Nathaniel J. Sargent (July 4, 1863 – August 16, 1954) was a Black pioneer in Washington who settled in Kitsap County.

== Life ==
Sargent was born into slavery in Kentucky on July 4, 1863. After being freed, he was raised by a white family and attended the University of Illinois. Sargent moved to Kitsap County, Washington in 1882, making money as a lumberjack and a rancher. He had initially intended to homestead in Oregon, but the state's Jim Crow laws prevented him from doing so.

In 1894 or 1897, Sargent was elected Justice of the Peace for Seabeck. Over the course of his life, Sargent built up a 248-acre ranch, eventually giving some of the land away to found a school.
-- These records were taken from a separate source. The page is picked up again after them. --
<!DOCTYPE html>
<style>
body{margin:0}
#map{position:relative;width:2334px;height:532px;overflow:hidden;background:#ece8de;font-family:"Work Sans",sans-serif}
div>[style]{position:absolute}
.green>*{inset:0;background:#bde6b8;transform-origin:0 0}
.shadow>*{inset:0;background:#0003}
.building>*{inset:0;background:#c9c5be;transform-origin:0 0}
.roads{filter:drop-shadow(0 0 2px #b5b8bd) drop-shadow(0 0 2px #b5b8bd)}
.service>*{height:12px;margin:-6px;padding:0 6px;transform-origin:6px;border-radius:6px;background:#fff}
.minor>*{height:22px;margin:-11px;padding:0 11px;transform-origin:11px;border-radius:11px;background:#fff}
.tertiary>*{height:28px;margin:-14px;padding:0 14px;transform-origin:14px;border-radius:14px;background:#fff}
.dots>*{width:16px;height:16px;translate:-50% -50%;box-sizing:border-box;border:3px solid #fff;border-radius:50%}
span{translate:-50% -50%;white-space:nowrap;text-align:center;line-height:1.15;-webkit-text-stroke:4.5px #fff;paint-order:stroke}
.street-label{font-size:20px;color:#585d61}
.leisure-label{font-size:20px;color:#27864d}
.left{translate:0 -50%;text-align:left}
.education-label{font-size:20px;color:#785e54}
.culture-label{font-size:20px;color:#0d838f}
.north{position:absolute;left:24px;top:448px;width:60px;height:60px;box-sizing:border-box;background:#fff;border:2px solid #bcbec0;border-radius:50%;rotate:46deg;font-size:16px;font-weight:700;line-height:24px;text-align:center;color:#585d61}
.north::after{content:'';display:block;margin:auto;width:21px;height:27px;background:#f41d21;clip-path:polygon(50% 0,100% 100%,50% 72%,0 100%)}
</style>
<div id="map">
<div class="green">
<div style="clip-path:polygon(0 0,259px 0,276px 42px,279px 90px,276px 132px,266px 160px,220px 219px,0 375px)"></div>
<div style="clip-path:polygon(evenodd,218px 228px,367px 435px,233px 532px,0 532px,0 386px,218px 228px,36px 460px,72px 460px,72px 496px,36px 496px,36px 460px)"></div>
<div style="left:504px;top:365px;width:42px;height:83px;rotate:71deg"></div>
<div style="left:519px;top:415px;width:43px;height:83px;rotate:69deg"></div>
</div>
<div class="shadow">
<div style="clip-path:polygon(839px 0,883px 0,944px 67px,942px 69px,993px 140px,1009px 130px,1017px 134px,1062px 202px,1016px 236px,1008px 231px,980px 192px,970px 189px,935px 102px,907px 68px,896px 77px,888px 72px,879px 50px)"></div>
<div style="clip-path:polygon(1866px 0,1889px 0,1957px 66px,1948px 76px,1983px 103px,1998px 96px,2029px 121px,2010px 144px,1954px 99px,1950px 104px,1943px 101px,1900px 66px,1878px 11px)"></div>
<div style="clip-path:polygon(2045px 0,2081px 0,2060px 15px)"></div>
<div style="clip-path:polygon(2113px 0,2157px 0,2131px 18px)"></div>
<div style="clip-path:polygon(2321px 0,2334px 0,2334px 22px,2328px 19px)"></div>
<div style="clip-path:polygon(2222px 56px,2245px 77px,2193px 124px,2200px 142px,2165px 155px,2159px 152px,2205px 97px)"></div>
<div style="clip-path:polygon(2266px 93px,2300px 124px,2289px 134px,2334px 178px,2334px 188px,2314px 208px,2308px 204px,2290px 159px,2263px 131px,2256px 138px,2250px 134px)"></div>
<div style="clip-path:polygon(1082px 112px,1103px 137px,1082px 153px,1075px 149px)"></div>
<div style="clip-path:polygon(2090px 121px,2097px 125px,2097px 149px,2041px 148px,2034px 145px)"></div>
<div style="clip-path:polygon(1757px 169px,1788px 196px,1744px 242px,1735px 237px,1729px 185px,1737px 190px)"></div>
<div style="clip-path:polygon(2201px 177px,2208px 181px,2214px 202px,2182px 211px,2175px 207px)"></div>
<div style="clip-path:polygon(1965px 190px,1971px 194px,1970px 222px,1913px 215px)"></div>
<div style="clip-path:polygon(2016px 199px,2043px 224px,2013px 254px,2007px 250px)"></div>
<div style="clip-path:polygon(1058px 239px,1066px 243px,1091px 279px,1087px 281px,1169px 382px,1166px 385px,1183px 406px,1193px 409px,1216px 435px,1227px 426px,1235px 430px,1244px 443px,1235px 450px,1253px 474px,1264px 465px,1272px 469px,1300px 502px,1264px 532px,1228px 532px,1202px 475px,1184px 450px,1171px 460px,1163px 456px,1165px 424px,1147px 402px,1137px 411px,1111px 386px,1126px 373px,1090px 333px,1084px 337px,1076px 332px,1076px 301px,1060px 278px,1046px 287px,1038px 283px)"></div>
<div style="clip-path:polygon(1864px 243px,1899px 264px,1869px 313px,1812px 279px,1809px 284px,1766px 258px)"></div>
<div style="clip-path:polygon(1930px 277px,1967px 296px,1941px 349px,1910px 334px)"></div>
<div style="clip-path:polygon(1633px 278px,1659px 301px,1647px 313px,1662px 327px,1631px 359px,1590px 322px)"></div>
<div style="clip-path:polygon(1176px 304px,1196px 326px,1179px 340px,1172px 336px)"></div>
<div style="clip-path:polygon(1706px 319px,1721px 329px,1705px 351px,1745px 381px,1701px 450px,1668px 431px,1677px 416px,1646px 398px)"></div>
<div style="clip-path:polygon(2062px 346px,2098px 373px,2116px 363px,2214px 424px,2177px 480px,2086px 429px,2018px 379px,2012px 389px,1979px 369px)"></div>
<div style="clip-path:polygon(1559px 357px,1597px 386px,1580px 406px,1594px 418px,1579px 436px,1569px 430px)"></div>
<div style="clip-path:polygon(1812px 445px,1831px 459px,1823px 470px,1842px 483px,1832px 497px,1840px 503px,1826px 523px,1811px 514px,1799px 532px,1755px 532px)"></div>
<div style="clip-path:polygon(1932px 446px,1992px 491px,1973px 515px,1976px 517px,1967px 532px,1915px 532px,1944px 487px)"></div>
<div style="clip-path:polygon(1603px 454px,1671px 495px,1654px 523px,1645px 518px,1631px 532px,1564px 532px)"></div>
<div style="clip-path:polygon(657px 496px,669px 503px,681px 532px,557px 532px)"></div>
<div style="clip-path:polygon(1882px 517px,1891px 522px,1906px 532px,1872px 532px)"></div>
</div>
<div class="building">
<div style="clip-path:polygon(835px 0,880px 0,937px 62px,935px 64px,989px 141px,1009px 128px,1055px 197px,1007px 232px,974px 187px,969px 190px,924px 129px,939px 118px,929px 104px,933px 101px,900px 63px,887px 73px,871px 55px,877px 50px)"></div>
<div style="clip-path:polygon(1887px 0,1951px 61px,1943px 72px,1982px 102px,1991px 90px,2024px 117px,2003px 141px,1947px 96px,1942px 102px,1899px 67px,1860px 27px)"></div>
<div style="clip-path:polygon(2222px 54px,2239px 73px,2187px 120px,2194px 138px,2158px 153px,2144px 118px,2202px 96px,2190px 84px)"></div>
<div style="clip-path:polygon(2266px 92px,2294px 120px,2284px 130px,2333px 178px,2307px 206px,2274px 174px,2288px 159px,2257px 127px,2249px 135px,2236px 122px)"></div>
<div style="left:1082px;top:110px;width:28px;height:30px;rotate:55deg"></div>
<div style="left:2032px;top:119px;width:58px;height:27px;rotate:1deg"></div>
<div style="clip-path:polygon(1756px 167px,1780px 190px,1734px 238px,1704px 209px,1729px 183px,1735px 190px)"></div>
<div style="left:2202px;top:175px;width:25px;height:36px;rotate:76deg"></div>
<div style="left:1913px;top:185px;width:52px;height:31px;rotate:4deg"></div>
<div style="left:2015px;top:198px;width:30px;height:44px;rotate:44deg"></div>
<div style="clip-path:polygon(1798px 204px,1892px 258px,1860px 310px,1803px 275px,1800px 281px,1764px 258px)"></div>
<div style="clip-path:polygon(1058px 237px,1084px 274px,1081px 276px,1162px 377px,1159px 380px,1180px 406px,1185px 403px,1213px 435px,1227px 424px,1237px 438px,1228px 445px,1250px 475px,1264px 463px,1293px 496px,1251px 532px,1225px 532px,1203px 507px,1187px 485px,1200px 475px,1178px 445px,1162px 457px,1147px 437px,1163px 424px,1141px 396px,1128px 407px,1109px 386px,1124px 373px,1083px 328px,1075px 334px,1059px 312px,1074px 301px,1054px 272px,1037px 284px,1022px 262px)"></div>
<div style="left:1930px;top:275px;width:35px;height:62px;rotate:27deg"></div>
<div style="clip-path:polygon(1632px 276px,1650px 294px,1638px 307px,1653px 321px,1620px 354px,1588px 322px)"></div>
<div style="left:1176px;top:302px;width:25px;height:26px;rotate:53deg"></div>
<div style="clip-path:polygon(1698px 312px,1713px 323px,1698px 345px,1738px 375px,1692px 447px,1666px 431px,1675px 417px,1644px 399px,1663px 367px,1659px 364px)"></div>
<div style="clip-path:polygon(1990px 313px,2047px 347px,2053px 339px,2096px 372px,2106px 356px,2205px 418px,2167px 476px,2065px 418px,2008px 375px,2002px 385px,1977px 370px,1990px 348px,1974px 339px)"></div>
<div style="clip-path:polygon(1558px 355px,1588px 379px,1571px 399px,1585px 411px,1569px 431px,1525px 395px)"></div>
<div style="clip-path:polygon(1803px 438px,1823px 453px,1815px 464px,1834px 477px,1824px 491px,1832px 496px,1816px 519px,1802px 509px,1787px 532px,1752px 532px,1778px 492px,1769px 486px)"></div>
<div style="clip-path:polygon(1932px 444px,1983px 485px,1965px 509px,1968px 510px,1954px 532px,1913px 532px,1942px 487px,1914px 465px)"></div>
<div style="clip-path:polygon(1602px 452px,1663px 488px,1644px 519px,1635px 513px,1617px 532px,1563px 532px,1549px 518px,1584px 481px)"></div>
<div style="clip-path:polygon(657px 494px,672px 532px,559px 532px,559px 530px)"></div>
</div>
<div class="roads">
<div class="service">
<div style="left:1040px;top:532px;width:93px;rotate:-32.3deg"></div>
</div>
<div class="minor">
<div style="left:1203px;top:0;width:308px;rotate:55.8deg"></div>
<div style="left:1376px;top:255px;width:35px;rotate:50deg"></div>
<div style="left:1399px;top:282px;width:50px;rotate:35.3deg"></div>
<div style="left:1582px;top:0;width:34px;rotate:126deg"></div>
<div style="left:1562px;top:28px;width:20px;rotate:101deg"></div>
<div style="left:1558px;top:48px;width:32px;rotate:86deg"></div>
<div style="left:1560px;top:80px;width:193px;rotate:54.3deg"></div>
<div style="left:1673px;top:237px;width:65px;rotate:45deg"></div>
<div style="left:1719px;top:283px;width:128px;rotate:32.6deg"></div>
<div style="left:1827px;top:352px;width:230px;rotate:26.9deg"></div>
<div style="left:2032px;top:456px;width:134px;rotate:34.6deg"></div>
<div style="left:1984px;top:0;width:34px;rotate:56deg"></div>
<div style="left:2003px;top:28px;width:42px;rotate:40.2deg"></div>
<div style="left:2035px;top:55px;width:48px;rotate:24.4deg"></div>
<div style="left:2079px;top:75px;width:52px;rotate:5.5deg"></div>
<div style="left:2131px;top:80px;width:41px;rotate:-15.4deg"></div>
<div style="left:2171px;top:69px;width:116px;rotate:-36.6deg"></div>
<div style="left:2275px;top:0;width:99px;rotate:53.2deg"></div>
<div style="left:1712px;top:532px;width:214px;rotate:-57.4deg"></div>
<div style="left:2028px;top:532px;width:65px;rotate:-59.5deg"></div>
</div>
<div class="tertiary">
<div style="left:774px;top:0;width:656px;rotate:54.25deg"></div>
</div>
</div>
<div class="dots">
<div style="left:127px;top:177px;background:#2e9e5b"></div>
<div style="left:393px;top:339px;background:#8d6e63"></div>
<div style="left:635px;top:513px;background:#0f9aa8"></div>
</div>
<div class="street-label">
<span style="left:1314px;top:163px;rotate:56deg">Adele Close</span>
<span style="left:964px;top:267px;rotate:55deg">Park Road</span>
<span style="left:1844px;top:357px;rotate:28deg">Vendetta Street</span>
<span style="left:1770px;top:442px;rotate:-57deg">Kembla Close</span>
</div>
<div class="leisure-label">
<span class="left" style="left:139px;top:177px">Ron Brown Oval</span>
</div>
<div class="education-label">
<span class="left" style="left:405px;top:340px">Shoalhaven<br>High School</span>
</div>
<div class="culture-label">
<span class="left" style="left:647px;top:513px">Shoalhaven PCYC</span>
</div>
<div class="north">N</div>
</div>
He died on August 16, 1954, after several years in the hospital. He was buried in the Seabeck Cemetery. His grave was unmarked for many years, with a headstone only being added sometime in the 2010s.

== Legacy ==
On October 27, 2022, the Washington State Committee on Geographic Names renamed a lake north of Tahuya "Nathaniel Sargent Lake" in his honor. The body of water had been known by the derogatory name "Negro Slough" through the 1990s, later being renamed "Grass Lake." The change was finalized by the Washington State Department of Natural Resources on January 19, 2023, along with changes to several other geographic features to remove references to racial slurs. The formal renaming took place on February 9, 2023.